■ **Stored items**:
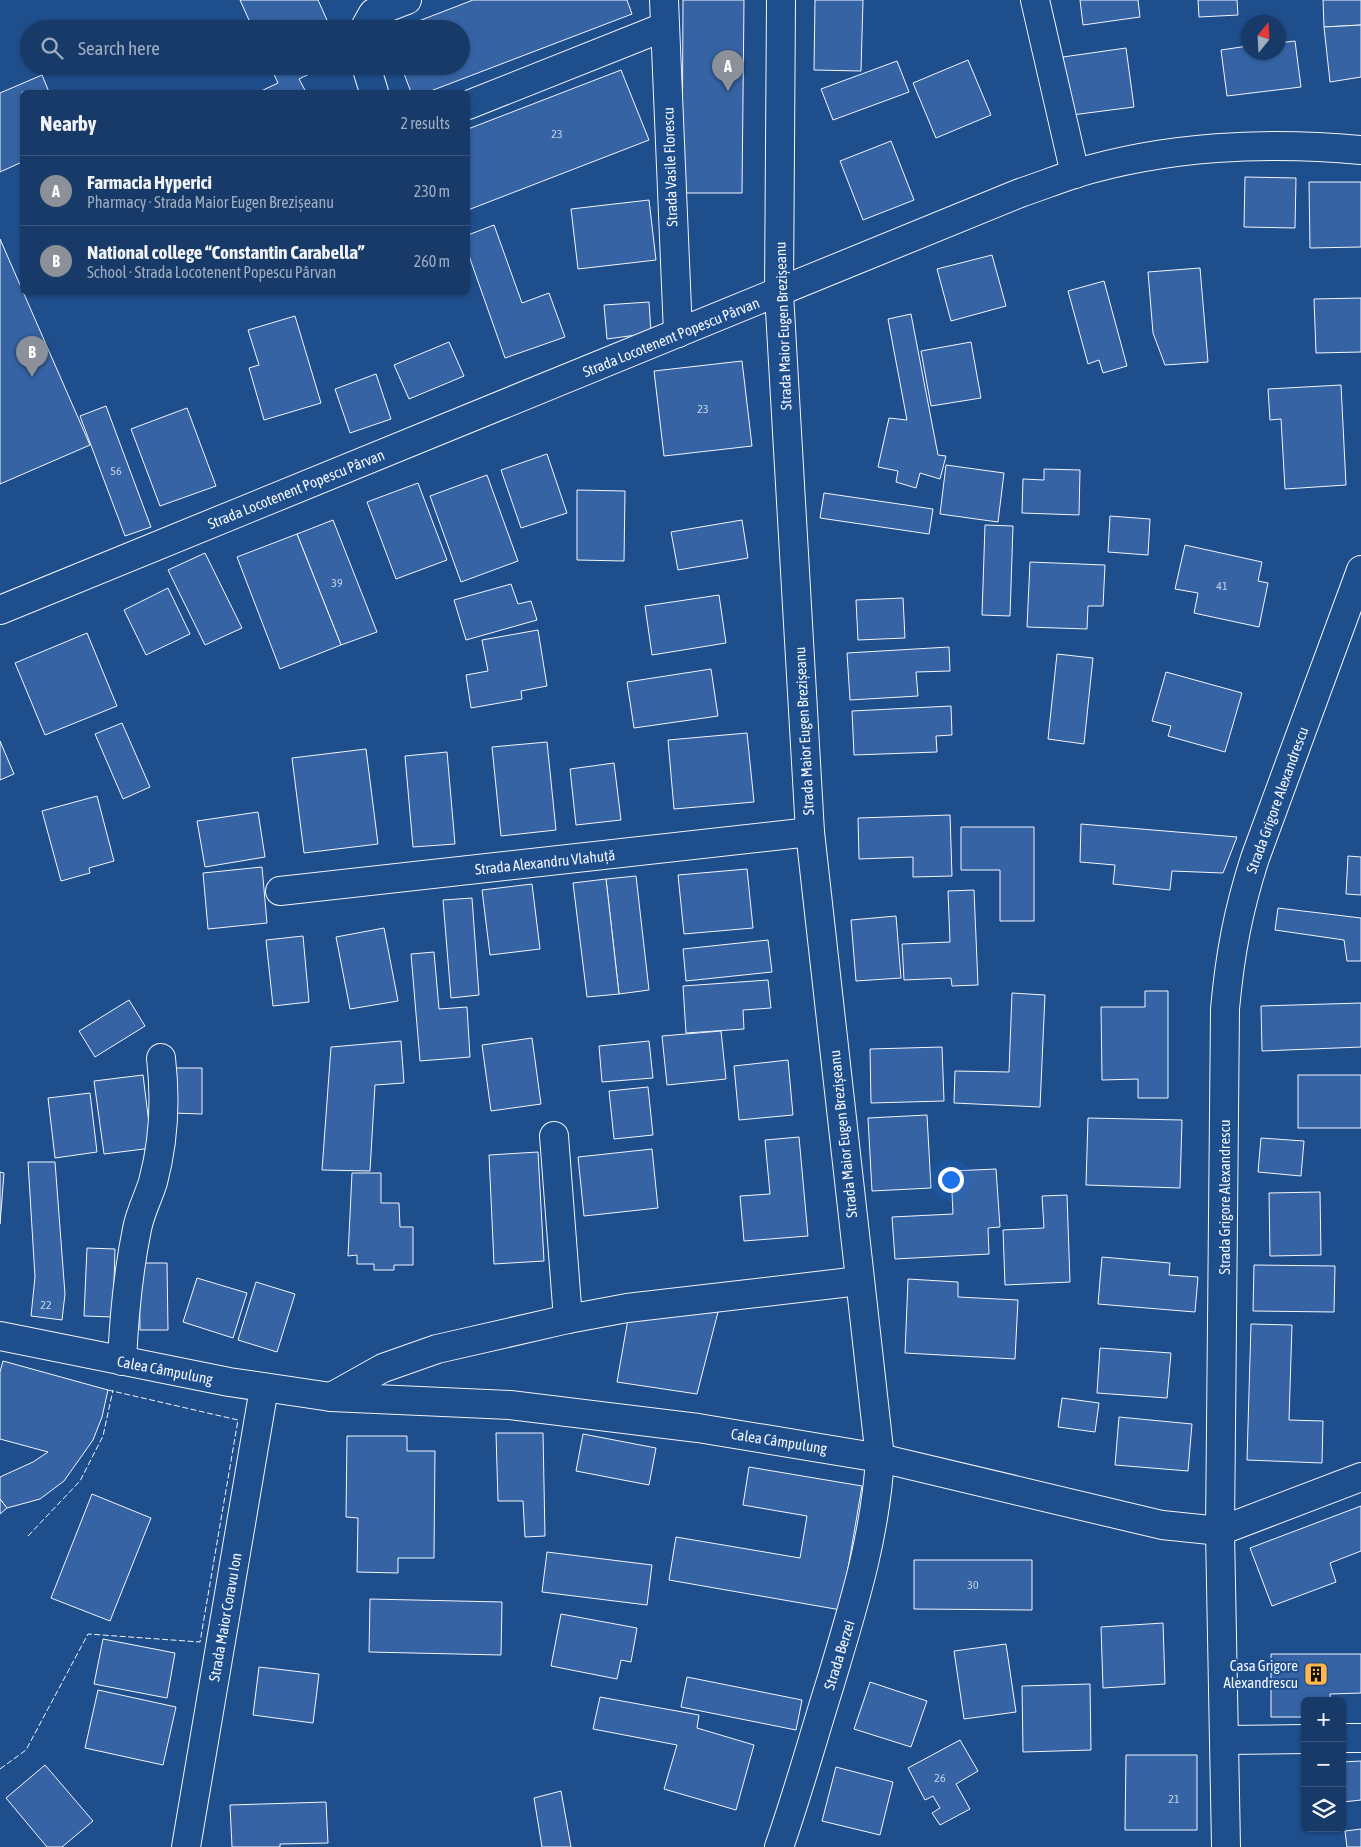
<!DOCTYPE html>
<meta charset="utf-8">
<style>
body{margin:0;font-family:"Asap Condensed",sans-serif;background:#20416f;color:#f1f3f6}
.controls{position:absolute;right:15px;bottom:15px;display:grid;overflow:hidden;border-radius:8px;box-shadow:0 1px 4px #0004}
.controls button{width:45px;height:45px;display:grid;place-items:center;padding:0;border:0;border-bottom:1px solid #36547d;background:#173a69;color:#f1f3f6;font:25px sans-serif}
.compass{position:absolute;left:1241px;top:15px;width:45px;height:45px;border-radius:50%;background:#173a69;box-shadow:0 1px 4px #0004;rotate:18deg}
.you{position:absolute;left:950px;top:1179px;width:18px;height:18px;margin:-12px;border:4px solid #fff;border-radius:50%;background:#1a73e8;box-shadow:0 0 0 8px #1a73e833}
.badge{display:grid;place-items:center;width:32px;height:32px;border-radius:50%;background:#8c9099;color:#fff;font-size:16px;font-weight:700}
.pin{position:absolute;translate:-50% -41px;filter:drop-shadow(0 1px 2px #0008)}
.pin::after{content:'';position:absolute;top:26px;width:18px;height:15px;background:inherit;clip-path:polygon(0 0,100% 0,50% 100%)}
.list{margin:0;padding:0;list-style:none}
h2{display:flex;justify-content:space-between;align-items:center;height:65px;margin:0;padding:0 20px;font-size:21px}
h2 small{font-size:16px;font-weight:400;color:#9eadc0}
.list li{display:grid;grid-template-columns:32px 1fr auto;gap:15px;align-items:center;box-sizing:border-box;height:70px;padding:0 20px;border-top:1px solid #36547d}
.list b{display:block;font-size:19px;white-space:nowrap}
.list p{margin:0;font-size:16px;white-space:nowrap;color:#9eadc0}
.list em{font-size:16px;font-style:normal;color:#9eadc0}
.icon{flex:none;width:28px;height:28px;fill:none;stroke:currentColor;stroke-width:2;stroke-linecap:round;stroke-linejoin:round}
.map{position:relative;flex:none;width:1361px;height:1847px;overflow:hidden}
.search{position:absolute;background:#173a69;box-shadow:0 1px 4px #0004;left:20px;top:20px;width:450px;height:55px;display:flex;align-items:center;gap:12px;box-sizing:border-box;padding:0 18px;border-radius:28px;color:#9eadc0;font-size:19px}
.panel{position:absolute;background:#173a69;box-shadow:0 1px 4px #0004;left:20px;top:90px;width:450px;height:205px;border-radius:8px}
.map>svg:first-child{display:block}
.building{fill:#3563a3;stroke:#f2f6ff}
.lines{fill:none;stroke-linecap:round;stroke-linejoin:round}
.street-casing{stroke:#f2f6ff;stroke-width:30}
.secondary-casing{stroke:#f2f6ff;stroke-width:30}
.street{stroke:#1f4e8c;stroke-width:28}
.secondary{stroke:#1f4e8c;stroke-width:28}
.fence{stroke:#f2f6ff;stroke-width:1;stroke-dasharray:6 2.5;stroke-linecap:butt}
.labels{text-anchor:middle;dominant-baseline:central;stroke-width:4;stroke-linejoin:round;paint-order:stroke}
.number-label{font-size:12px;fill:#c3d1e8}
.street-label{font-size:15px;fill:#f2f6ff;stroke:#1f4e8c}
.poi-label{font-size:15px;fill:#f2f6ff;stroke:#1f4e8c;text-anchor:end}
</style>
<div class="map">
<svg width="1361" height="1847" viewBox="0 0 1361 1847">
<rect width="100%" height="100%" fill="#1f4e8c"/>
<g class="building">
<path d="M240,0H318L331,29H253Z"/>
<path d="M473,0H627L632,14L428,92H411L401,66H461V29H398Z"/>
<path d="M683,0H744L742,193H682Z"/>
<path d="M815,0H863L861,71L814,70Z"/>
<path d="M1080,0H1138L1140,17L1083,25Z"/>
<path d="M1198,0H1237L1238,15L1199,17Z"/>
<path d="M1323,0H1361V25L1324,27Z"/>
<path d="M1361,25V77L1330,82L1324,27Z"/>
<path d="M1295,41L1301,87L1227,96L1221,50L1248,46V52H1278V43Z"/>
<path d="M1126,48L1134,107L1072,115L1063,57Z"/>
<path d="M968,60L991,115L936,138L913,83Z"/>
<path d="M897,61L909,92L833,120L821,89Z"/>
<path d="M270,66H326L299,79L306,92H259L278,83Z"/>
<path d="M621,70L649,140L468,210V129Z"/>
<path d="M42,75L49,92H22V162L0,172V93Z"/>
<path d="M891,141L914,200L863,220L840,161Z"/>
<path d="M1245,177L1296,178L1295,228L1244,227Z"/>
<path d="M1309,182H1361V247L1310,248Z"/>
<path d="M649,200L656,260L578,269L571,209Z"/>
<path d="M494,225L522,303L549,293L565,337L505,358L468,253V235Z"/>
<path d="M0,239L90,445L0,484Z"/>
<path d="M992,255L1006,306L951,321L937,269Z"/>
<path d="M1200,268L1208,362L1165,365L1153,333L1148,272Z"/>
<path d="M1104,281L1127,366L1103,373L1099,360L1088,364L1068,291Z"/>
<path d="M1361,298V352L1316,353L1314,299Z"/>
<path d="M649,302L651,333L607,339L604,305Z"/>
<path d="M911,314L938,455L946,456L940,479L920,473L916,488L896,482L898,471L878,467L889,418L907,420L888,319Z"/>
<path d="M295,316L321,403L264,420L249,368L259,365L248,330Z"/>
<path d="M449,342L464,376L409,399L394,365Z"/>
<path d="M971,342L981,398L931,406L921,351Z"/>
<path d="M742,361L752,446L664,456L654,371Z"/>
<path d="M376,374L391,419L350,433L335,389Z"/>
<path d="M1341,385L1346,485L1285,489L1281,419L1270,420L1268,389Z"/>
<path d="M106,406L151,527L125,536L80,416Z"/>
<path d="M187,408L216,486L160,506L131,429Z"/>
<path d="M547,454L567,513L521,528L501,470Z"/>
<path d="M946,465L1004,473L998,522L940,514Z"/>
<path d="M1044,469L1080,470L1079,515L1022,513L1023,479L1044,480Z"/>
<path d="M487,475L518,561L461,582L430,496Z"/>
<path d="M418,483L447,560L396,579L367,502Z"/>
<path d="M577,490L625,491L624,561L577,560Z"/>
<path d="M824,493L933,509L929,534L820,518Z"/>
<path d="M1110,516L1150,519L1148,555L1108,552Z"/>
<path d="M333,520L377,632L341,645L297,534Z"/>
<path d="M742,520L748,558L678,570L671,532Z"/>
<path d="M985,525L1013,526L1010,616L982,615Z"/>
<path d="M297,534L341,645L280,669L237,557Z"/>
<path d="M1185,545L1262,562L1258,581L1268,583L1259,627L1194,613L1198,593L1175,589Z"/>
<path d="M205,553L242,628L205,645L168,570Z"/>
<path d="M1030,562L1105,565L1103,606H1088L1087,629L1027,627Z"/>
<path d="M511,584L518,604L531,601L537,620L466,640L454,600Z"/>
<path d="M168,588L190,634L146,655L124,610Z"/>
<path d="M719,595L726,643L652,655L645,606Z"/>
<path d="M903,598L905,638L858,640L856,600Z"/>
<path d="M538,630L547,686L521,691L522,699L471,708L466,675L488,671L482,640Z"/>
<path d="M87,633L117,706L45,735L15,663Z"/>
<path d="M949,647L950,671L916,672L918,696L850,700L847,653Z"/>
<path d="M1057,654L1093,658L1084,744L1048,739Z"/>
<path d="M711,669L718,716L634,728L627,682Z"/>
<path d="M1166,672L1242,693L1225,752L1168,736L1171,726L1152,721Z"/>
<path d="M951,706L952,735L936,736L937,752L854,755L852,711Z"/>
<path d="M122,723L150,787L123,799L95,734Z"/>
<path d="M747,733L754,802L674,809L668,740Z"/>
<path d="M0,741L14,774L0,780Z"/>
<path d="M547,742L556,830L501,836L492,747Z"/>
<path d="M366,749L378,844L304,853L292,758Z"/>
<path d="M447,752L455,844L413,847L405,756Z"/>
<path d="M614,763L621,820L576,825L570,769Z"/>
<path d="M97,796L114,861L89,868L90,873L61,881L42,811Z"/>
<path d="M258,812L265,857L205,867L197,821Z"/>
<path d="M950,815L952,876L913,877V857L859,859L858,818Z"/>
<path d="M1081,824L1237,837L1223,873L1172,871L1170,890L1113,884L1115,865L1080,862Z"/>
<path d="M961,827H1034V921H1000V870H961Z"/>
<path d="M1348,856L1361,857V895L1346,894Z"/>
<path d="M262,867L267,923L208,929L203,873Z"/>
<path d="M747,869L753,928L684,934L678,875Z"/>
<path d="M636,876L649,990L619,994L606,879Z"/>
<path d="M606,879L619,994L587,997L573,883Z"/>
<path d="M532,884L540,949L490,955L482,890Z"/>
<path d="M974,890L978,985L952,986L951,978L904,980L902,944L950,942L948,891Z"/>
<path d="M472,898L479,995L451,998L443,900Z"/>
<path d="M1278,908L1361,918V961H1347L1344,940L1275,930Z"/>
<path d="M896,916L901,978L856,981L851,920Z"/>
<path d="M384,928L398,1001L350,1009L336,937Z"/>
<path d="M303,936L309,1002L273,1006L266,940Z"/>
<path d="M768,940L772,972L686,981L683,949Z"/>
<path d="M434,952L439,1009L467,1007L470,1057L420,1061L411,954Z"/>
<path d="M768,980L771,1008L743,1010L744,1029L686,1033L683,986Z"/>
<path d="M1145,991H1168V1098H1138V1079L1102,1080L1101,1007H1145Z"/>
<path d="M1012,993L1045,995L1040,1107L954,1103L955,1071L1009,1072Z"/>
<path d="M129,1000L145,1026L95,1057L79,1031Z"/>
<path d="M1361,1003V1047L1262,1051L1261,1006Z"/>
<path d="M721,1031L726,1079L667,1085L662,1036Z"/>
<path d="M532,1038L541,1104L491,1111L482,1045Z"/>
<path d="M401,1041L404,1083L375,1085L370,1171L322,1170L331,1047Z"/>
<path d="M649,1041L653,1078L602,1082L599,1046Z"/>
<path d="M942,1047L944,1101L871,1103L870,1049Z"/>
<path d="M788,1060L793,1115L739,1120L734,1066Z"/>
<path d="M171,1068H202V1114L171,1113Z"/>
<path d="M143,1075L152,1148L104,1154L94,1081Z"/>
<rect x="1298" y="1075" width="63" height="53"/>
<path d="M648,1087L653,1135L614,1139L609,1091Z"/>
<path d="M90,1093L97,1152L55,1158L48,1098Z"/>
<path d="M927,1115L931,1188L872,1191L868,1118Z"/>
<path d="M1088,1118L1182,1120L1180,1188L1086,1185Z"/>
<path d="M799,1137L808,1236L744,1241L740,1196L770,1194L765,1140Z"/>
<path d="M1261,1138L1304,1141L1301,1176L1258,1172Z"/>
<path d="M652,1149L658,1208L584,1216L578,1157Z"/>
<path d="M538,1152L544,1261L494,1264L489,1155Z"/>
<path d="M28,1162H55L65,1294L62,1320L31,1316L35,1277Z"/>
<path d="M996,1169L1000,1227L988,1228L989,1254L895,1259L892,1217L953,1214L951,1171Z"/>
<path d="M0,1172L4,1173L0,1224Z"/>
<path d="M352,1173H381V1203H399L400,1227H413V1265H394V1270H374V1264H357V1255L348,1256Z"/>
<path d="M1320,1192L1321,1255L1270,1256L1269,1193Z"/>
<path d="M1067,1195L1070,1282L1005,1285L1003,1230L1044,1228L1042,1196Z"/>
<path d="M87,1248L115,1249L113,1317L84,1316Z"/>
<path d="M1102,1257L1170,1263L1169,1275L1198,1277L1195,1312L1098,1304Z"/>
<path d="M139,1263H167L168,1330H140Z"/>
<path d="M1254,1265L1335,1266L1334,1312L1253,1311Z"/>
<path d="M197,1278L247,1293L233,1338L183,1322Z"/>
<path d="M908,1279L958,1282V1297L1018,1300L1015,1359L905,1353Z"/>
<path d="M256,1282L295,1294L277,1352L238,1340Z"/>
<path d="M718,1312L697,1394L617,1382L628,1319Z"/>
<path d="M1251,1324L1292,1325L1289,1420L1323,1421L1322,1463L1247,1460Z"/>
<path d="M1100,1348L1171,1353L1167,1398L1097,1393Z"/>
<path d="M3,1361L108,1390L102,1417L93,1440L64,1481L40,1499L7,1508L0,1499V1477L33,1462L48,1452L0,1439V1372Z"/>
<path d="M1062,1398L1099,1403L1095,1432L1058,1427Z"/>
<path d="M1119,1417L1192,1424L1188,1471L1115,1465Z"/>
<path d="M496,1433H543L545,1536L525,1537L523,1501H498Z"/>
<path d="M583,1434L656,1448L649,1485L576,1471Z"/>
<path d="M347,1436H407V1451H435L434,1558H398V1573L357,1572L358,1518L346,1517Z"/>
<path d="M749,1467L862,1486L841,1610L669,1580L676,1537L800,1558L807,1516L743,1505Z"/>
<path d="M92,1494L151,1518L110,1621L51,1598Z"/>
<path d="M0,1499L7,1508L0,1514Z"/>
<path d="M1361,1506V1551L1330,1563L1336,1582L1272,1606L1250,1548Z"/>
<path d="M547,1552L652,1565L647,1605L542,1592Z"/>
<path d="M914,1560H1032V1610L914,1609Z"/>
<path d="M370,1599L502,1602L501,1655L369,1652Z"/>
<path d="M561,1614L637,1628L631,1662L621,1660L617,1679L551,1666Z"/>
<path d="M1163,1623L1165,1684L1103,1688L1101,1627Z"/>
<path d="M103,1639L175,1653L167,1698L94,1684Z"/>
<path d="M1006,1644L1016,1712L964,1719L954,1651Z"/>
<path d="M1271,1654H1361V1693L1330,1694V1701H1305V1717H1271Z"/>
<path d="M259,1667L319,1674L313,1723L253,1715Z"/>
<path d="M687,1677L802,1700L796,1730L681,1707Z"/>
<path d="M870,1682L927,1701L911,1747L854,1729Z"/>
<path d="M1090,1684L1091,1750L1023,1752L1022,1686Z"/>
<path d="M98,1690L176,1707L163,1765L85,1748Z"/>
<path d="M600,1697L699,1715L697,1728L754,1745L736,1810L664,1789L677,1745L593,1729Z"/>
<path d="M960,1740L978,1771L956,1784L970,1809L940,1825L932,1813L940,1808L933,1796L925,1800L908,1768Z"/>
<path d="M1126,1755H1197V1830H1125Z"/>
<path d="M1361,1761V1800L1343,1802L1342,1762Z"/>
<path d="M45,1765L93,1821L62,1847H47L6,1798Z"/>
<path d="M836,1767L893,1782L880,1835L822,1821Z"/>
<path d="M561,1791L571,1847H542L534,1798Z"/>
<path d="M326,1802L328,1843L280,1844V1847H232L230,1805Z"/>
<path d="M1361,1829V1847H1347L1345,1831Z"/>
</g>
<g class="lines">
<g class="street-casing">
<g id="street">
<path d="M664,0L678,333"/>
<path d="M1035,0L1075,174"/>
<path d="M364,29L373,13L407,0"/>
<path d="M366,66L374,92"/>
<path d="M468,105L664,27"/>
<path d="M0,610L1020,193C1038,187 1056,180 1074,174C1165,146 1267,141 1361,150"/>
<path d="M280,891L810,832"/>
<path d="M554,1136L568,1319"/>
<path d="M122,1361C124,1317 128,1273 137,1229C140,1213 148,1198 153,1182C164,1141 166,1101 161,1058"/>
<path d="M331,1397L383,1368L437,1349L568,1319L627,1308L859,1281"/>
<path d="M1220,1531L1361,1477"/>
<path d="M1342,1738H1361"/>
<path d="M1224,1740L1305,1739"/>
<path d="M186,1847L264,1388"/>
</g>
</g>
<g class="secondary-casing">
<g id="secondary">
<path d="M0,1336L229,1382L331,1397L510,1405L698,1428L880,1458L1162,1525L1220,1531"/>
<path d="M779,1847C798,1793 813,1738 830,1684C853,1607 875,1539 880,1458L810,832L779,293L781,0"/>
<path d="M1226,1847L1220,1531L1225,1009C1230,954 1238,911 1255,858L1361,570"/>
</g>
</g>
<use href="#street" class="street"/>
<use href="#secondary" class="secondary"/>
<g class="fence">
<path d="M28,1536L80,1481L103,1436L113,1390"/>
<path d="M0,1769L26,1750L88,1634L200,1642L238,1420L108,1390"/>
</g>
</g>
<defs>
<g id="building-square" transform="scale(1.25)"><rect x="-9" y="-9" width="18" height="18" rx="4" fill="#ffb74d" stroke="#1f4e8c"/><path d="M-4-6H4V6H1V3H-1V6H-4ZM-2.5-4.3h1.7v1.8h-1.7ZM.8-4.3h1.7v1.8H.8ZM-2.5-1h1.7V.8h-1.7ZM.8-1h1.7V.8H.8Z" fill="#111"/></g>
</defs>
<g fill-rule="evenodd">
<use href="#building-square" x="1316" y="1674"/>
</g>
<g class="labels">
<g class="number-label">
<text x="557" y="134">23</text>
<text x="703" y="409">23</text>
<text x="116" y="471">56</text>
<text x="337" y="583">39</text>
<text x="1222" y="586">41</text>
<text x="46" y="1305">22</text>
<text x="973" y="1585">30</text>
<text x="940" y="1778">26</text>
<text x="1174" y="1799">21</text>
</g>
<g class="street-label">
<text transform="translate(670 167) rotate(-92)">Strada Vasile Florescu</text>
<text transform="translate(783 326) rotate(-92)">Strada Maior Eugen Brezișeanu</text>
<text transform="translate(671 337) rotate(-22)">Strada Locotenent Popescu Pârvan</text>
<text transform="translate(296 489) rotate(-22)">Strada Locotenent Popescu Pârvan</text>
<text transform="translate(804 731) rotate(-93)">Strada Maior Eugen Brezișeanu</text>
<text transform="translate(1277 800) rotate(-70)">Strada Grigore Alexandrescu</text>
<text transform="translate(545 862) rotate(-6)">Strada Alexandru Vlahuță</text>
<text transform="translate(843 1134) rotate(-96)">Strada Maior Eugen Brezișeanu</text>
<text transform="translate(1224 1197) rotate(-90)">Strada Grigore Alexandrescu</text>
<text transform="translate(165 1370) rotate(11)">Calea Câmpulung</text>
<text transform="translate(779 1441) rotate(9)">Calea Câmpulung</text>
<text transform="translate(225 1617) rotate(-80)">Strada Maior Coravu Ion</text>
<text transform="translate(839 1655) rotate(-73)">Strada Berzei</text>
</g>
<g class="poi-label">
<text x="1298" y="1665">Casa Grigore<tspan x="1298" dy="17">Alexandrescu</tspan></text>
</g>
</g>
</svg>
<div class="controls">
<button>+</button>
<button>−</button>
<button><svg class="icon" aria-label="layers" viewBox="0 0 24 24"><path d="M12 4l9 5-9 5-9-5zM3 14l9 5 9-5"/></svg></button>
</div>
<svg class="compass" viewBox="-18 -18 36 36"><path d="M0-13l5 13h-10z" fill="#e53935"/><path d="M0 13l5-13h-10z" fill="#9eadc0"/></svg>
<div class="you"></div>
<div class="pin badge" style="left:728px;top:91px">A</div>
<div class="pin badge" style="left:32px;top:377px">B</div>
<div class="search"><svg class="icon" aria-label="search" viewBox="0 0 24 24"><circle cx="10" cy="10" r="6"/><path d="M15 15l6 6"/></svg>Search here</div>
<section class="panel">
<h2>Nearby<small>2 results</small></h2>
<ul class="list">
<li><span class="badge">A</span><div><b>Farmacia Hyperici</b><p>Pharmacy · Strada Maior Eugen Brezișeanu</p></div><em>230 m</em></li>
<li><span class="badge">B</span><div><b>National college “Constantin Carabella”</b><p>School · Strada Locotenent Popescu Pârvan</p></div><em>260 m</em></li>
</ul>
</section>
</div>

■ **Task**: Find the lines in the data that include "nowrap", then copy each of them.

■ **Answer to this exercise**:
.list b{display:block;font-size:19px;white-space:nowrap}
.list p{margin:0;font-size:16px;white-space:nowrap;color:#9eadc0}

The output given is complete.